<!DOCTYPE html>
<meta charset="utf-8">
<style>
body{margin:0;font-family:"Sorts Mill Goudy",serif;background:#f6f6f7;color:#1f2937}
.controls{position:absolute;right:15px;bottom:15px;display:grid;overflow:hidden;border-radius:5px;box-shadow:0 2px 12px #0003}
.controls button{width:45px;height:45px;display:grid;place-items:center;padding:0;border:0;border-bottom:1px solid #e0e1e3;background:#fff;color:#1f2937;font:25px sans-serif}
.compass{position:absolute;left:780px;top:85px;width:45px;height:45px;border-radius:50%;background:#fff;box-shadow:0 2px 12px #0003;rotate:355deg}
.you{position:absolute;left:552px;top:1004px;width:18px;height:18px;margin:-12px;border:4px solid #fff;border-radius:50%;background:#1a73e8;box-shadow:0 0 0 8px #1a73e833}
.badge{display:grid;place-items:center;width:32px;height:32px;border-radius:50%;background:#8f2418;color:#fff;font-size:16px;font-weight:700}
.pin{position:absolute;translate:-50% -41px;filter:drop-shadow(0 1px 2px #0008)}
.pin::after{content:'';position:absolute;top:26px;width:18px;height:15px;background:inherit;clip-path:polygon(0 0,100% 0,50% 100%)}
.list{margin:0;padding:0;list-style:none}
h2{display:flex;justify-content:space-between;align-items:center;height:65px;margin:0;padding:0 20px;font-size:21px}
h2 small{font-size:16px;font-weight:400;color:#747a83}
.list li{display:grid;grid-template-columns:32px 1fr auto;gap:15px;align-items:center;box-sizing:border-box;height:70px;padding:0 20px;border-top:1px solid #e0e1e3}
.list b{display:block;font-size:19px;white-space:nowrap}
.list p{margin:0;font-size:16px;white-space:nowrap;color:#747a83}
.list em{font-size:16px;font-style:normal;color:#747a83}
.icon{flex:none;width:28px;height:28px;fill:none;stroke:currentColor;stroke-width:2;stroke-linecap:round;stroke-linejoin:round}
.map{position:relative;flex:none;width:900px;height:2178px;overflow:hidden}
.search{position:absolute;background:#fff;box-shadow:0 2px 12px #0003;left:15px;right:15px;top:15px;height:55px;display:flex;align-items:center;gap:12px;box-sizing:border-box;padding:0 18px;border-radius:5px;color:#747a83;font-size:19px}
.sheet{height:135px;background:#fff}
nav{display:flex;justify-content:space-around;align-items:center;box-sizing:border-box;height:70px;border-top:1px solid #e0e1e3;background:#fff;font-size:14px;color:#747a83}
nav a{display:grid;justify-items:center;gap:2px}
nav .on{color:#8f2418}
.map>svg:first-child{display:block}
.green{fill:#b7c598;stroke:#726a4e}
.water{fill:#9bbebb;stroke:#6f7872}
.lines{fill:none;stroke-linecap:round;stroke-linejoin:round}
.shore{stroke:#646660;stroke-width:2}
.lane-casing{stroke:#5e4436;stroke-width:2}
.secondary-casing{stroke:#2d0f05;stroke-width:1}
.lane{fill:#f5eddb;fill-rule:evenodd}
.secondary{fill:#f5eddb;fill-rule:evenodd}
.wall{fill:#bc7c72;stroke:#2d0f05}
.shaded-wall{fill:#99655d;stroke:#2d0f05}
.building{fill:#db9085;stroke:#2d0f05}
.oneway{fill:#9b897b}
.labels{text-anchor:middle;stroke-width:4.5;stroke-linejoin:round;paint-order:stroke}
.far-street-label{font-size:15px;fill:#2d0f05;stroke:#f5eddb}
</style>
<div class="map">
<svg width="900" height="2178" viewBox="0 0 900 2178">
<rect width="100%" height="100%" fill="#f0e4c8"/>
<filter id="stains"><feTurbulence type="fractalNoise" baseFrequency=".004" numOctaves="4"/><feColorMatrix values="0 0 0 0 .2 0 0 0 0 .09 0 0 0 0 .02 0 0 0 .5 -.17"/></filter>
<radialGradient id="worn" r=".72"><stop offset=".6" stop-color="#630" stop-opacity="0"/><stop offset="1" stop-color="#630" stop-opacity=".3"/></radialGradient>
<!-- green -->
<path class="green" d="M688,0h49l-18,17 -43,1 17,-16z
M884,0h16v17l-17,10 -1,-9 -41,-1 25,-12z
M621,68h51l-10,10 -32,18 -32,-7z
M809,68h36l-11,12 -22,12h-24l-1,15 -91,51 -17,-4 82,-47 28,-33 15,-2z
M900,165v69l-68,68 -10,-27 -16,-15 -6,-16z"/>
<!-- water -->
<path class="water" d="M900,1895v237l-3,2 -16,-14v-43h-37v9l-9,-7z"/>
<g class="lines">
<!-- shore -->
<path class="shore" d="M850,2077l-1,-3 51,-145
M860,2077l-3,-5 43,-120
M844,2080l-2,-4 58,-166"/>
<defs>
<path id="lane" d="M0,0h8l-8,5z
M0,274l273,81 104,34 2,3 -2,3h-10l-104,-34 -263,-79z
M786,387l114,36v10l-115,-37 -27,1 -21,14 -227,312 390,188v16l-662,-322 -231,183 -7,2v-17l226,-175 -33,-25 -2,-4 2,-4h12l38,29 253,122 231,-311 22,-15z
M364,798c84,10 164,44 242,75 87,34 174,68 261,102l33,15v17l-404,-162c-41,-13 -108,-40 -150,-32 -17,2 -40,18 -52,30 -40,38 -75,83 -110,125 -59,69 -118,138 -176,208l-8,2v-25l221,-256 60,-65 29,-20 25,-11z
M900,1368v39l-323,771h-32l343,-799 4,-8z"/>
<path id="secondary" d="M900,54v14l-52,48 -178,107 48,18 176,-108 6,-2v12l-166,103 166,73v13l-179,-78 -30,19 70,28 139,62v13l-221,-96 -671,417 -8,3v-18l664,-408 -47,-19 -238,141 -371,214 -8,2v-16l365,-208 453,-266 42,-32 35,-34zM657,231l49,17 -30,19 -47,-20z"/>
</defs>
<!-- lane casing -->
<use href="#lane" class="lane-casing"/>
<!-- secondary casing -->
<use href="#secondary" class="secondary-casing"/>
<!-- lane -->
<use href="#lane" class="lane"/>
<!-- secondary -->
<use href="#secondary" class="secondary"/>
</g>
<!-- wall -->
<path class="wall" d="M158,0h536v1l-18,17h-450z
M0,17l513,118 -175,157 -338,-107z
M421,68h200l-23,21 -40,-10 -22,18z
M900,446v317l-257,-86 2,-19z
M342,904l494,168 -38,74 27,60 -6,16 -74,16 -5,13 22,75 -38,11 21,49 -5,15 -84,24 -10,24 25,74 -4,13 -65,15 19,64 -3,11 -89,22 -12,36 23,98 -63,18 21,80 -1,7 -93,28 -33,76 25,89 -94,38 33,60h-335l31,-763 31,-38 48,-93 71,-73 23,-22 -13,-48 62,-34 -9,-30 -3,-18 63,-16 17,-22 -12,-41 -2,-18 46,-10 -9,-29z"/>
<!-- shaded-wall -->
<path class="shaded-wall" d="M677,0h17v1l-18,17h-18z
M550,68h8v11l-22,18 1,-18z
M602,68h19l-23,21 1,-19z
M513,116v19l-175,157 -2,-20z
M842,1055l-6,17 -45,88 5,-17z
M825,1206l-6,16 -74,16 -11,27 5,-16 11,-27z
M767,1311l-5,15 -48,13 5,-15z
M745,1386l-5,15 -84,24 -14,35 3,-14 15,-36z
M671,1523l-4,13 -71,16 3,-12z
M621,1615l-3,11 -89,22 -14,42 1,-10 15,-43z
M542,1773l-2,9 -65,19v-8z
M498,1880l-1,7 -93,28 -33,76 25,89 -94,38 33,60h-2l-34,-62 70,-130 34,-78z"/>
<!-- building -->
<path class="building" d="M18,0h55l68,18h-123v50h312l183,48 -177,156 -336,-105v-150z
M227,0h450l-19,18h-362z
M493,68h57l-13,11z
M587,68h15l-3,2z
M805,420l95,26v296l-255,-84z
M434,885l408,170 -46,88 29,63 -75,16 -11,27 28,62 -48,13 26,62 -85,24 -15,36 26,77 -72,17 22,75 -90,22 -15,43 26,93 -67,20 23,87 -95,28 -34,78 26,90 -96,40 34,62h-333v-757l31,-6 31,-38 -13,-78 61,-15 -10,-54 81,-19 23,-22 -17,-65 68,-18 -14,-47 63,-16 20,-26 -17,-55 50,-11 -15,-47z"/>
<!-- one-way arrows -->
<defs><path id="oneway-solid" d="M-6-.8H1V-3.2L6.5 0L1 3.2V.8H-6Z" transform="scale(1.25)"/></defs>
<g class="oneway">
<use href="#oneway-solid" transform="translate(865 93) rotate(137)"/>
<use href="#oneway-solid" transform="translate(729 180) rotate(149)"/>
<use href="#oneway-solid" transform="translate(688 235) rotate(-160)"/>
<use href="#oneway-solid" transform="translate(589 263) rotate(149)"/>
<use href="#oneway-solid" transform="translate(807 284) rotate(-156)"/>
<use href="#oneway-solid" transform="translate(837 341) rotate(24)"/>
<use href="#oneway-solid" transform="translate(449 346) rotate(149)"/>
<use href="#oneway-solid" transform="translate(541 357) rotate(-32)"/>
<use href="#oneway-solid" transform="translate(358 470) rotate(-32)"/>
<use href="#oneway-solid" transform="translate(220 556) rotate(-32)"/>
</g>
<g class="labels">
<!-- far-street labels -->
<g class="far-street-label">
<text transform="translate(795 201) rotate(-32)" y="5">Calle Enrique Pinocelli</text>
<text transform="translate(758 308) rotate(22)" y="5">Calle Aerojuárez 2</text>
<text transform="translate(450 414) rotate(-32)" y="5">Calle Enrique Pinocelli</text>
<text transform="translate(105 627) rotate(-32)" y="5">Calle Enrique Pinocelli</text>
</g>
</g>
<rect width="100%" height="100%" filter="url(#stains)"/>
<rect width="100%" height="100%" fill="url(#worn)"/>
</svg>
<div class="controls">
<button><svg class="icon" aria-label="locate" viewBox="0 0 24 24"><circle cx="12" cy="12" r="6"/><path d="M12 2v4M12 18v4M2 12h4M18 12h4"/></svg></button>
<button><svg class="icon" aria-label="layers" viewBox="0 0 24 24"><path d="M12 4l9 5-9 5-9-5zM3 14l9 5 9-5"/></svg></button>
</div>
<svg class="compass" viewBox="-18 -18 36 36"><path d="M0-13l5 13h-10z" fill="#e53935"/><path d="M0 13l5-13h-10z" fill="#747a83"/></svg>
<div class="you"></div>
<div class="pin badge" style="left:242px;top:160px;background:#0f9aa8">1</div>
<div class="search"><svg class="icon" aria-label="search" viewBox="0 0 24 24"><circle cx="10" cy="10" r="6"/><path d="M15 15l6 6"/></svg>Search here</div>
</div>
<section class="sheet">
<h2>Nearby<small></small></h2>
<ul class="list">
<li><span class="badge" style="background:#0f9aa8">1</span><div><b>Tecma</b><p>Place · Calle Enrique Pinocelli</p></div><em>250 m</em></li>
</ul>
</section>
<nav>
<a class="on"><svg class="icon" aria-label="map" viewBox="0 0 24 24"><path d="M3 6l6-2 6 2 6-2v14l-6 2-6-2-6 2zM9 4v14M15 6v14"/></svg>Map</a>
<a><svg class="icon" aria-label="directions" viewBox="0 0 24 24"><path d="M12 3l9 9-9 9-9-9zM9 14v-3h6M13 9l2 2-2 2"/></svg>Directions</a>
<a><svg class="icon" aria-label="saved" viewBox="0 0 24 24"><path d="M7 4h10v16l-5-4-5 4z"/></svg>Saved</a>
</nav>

::::::::::

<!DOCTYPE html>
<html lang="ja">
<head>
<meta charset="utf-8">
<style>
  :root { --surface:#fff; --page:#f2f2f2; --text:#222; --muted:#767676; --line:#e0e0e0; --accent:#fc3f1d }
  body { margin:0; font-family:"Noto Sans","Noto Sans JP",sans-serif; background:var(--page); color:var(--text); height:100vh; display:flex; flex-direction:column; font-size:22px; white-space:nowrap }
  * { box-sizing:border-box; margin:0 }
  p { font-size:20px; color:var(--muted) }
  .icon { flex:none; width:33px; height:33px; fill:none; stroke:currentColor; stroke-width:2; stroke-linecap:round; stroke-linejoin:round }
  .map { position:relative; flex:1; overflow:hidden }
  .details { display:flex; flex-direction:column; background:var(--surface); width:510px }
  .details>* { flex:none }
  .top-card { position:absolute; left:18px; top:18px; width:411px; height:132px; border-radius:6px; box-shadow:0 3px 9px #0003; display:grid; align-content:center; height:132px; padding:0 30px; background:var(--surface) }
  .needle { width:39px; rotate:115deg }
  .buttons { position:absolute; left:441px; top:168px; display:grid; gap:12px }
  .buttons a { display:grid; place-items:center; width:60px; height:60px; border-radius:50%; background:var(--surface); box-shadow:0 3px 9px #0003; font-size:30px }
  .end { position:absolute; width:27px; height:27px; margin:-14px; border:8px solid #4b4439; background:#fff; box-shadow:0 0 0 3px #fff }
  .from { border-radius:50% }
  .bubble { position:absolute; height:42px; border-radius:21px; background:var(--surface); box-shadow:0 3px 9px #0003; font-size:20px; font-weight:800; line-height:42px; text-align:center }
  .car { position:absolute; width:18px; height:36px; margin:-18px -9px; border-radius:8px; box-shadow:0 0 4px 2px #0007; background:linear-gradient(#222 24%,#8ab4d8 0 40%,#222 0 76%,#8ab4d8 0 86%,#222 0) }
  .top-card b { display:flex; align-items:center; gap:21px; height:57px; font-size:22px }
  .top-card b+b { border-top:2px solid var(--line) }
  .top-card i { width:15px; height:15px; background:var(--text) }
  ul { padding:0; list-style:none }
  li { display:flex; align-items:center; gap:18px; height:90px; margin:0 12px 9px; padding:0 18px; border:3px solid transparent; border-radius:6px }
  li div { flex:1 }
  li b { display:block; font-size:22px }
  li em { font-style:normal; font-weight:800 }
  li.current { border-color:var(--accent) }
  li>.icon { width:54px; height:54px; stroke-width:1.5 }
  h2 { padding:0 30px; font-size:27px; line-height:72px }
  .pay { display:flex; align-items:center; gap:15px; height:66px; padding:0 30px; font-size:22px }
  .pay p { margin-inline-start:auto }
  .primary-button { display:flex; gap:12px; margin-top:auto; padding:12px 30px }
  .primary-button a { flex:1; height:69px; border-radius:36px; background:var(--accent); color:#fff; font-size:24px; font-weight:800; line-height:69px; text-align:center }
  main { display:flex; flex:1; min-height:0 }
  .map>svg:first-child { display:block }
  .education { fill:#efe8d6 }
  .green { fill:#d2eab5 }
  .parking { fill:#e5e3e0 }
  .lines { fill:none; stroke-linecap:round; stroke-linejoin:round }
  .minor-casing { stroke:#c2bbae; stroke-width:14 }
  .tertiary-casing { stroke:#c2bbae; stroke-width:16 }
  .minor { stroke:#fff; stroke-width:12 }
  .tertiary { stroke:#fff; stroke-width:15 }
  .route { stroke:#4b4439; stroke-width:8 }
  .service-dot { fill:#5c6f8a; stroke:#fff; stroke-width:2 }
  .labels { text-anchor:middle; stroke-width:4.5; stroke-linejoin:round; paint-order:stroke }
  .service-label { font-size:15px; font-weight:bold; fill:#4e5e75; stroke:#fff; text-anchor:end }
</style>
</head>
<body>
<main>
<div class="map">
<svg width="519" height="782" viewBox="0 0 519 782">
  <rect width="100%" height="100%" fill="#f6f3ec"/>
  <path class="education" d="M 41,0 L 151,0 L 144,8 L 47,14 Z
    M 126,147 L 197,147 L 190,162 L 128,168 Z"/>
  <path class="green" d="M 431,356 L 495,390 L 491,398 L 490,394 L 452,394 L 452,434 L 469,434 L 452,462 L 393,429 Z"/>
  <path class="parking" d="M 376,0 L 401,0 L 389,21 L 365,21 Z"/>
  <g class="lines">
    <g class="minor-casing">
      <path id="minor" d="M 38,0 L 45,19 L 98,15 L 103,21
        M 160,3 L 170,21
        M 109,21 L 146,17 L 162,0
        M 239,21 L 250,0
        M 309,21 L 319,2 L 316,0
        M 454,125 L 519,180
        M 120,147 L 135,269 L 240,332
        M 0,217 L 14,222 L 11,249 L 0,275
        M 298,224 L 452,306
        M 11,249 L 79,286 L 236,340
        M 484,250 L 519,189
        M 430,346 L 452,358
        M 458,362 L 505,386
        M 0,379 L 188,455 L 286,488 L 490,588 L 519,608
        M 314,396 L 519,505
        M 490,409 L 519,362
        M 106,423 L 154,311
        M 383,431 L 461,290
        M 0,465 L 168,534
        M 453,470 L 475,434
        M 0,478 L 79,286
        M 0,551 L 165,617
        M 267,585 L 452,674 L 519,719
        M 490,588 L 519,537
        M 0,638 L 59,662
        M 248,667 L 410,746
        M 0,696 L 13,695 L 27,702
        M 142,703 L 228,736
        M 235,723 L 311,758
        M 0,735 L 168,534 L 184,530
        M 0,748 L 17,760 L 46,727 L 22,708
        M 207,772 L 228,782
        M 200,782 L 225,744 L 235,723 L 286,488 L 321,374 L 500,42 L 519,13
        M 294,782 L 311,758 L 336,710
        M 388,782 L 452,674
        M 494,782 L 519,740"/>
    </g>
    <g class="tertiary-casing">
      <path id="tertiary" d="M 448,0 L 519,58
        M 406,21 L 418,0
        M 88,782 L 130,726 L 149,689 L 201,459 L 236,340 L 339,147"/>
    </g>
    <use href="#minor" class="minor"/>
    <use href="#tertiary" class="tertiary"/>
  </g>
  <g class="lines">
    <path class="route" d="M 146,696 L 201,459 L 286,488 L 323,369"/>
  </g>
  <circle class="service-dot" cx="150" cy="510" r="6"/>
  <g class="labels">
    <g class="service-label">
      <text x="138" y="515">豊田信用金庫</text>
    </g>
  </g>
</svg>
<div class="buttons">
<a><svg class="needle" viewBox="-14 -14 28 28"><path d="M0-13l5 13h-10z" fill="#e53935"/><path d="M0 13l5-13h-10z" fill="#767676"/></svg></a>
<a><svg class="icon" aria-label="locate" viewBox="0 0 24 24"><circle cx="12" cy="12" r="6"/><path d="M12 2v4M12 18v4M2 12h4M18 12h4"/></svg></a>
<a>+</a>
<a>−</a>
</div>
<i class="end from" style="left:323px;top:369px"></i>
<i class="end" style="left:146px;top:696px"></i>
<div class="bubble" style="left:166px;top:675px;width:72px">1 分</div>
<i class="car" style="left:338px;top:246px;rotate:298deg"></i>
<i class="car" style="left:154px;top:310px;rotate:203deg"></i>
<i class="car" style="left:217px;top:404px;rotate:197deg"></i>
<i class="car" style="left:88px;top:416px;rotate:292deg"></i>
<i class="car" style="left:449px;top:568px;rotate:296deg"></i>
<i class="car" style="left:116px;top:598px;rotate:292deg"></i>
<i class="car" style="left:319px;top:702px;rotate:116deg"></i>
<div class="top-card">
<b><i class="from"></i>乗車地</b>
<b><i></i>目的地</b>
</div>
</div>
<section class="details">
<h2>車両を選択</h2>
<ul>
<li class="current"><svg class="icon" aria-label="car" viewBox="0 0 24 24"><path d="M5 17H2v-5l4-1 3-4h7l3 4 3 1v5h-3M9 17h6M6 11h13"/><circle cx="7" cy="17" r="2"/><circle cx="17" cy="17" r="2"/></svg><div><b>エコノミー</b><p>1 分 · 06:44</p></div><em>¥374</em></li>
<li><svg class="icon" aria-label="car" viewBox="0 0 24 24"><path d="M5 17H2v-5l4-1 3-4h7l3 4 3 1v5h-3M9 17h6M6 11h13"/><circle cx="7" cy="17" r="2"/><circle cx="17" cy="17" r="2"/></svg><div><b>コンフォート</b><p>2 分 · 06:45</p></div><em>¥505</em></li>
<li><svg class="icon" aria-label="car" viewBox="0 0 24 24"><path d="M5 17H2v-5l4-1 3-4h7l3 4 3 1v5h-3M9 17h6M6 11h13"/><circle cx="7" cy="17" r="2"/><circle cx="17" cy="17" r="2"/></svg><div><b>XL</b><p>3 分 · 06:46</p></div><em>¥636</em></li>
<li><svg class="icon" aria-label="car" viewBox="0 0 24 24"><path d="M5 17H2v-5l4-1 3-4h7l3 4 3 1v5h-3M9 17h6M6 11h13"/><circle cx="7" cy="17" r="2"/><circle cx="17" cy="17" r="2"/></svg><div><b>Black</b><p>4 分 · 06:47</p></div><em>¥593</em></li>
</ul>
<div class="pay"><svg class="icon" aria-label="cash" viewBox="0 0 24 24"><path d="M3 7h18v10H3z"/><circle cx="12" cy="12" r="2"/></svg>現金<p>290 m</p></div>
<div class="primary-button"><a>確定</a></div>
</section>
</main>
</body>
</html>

::::::::::

ACTION ITEM: Locate the word "sans" in the entries, and copy every line where it is found.

ANSWER TO THIS TASK:
.controls button{width:45px;height:45px;display:grid;place-items:center;padding:0;border:0;border-bottom:1px solid #e0e1e3;background:#fff;color:#1f2937;font:25px sans-serif}
  body { margin:0; font-family:"Noto Sans","Noto Sans JP",sans-serif; background:var(--page); color:var(--text); height:100vh; display:flex; flex-direction:column; font-size:22px; white-space:nowrap }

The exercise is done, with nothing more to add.